Since alterations in cardiomyocyte glucose uptake were observed by micro-PET/CT, glucose transporter (GLUT) proteins were evaluated after FTO knockdown. FTO knockdown reduced Glut4 expression at the transcriptional level in TAC mice (Supplementary Fig. S15c). However, MeRIP-seq did not reveal any changes in the m6A modifications of glucose uptake-related genes (Supplementary Table S1). Therefore, we speculated that FTO may regulate GLUT4 in an m6A-independent manner and thus evaluated the expression of metabolic regulatory protein kinase B (AKT). As expected, GLUT4 and phosphorylated AKT (p-AKT) protein levels were significantly downregulated in the TAC + KD mice compared with TAC mice (Fig. 1v and Supplementary Fig. S15d, e). Moreover, the expression of PGAM2, GLUT4, and p-AKT was upregulated after FTO overexpression (Supplementary Fig. S16a–d).
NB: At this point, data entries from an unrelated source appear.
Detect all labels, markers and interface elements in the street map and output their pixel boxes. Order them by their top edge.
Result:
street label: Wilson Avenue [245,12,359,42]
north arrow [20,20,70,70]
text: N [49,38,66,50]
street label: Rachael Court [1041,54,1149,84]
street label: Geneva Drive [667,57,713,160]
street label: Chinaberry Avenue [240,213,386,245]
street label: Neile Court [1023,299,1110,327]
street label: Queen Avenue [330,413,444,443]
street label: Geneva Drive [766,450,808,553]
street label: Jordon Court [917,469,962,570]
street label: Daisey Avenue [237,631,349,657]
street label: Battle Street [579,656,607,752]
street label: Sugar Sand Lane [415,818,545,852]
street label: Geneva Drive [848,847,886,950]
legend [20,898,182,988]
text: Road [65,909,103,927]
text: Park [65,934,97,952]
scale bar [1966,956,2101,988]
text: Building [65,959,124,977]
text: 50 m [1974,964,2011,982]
Collectively, our finding suggests that FTO regulates glycolysis in an m6A-dependent manner and also regulates glucose uptake possibly by modulating the AKT–GLUT4 axis.

In summary, this is the first study to systematically explore the regulatory roles of m6A and FTO in cardiac metabolism using loss- and gain-of-function approaches in the TAC-induced HF mouse model. Altogether, we have identified the regulatory role of FTO in cardiac function and structure, particularly glucose metabolism (Fig. 1w). This work provides a new concept of m6A modification in cardiac metabolic homeostasis during HF and also strongly suggests FTO as a potential target for HF prevention and treatment. Considering the importance of glucose oxidation in energy supply in HF, future studies are warranted to systematically assess the role of FTO in cardiac glucose oxidation.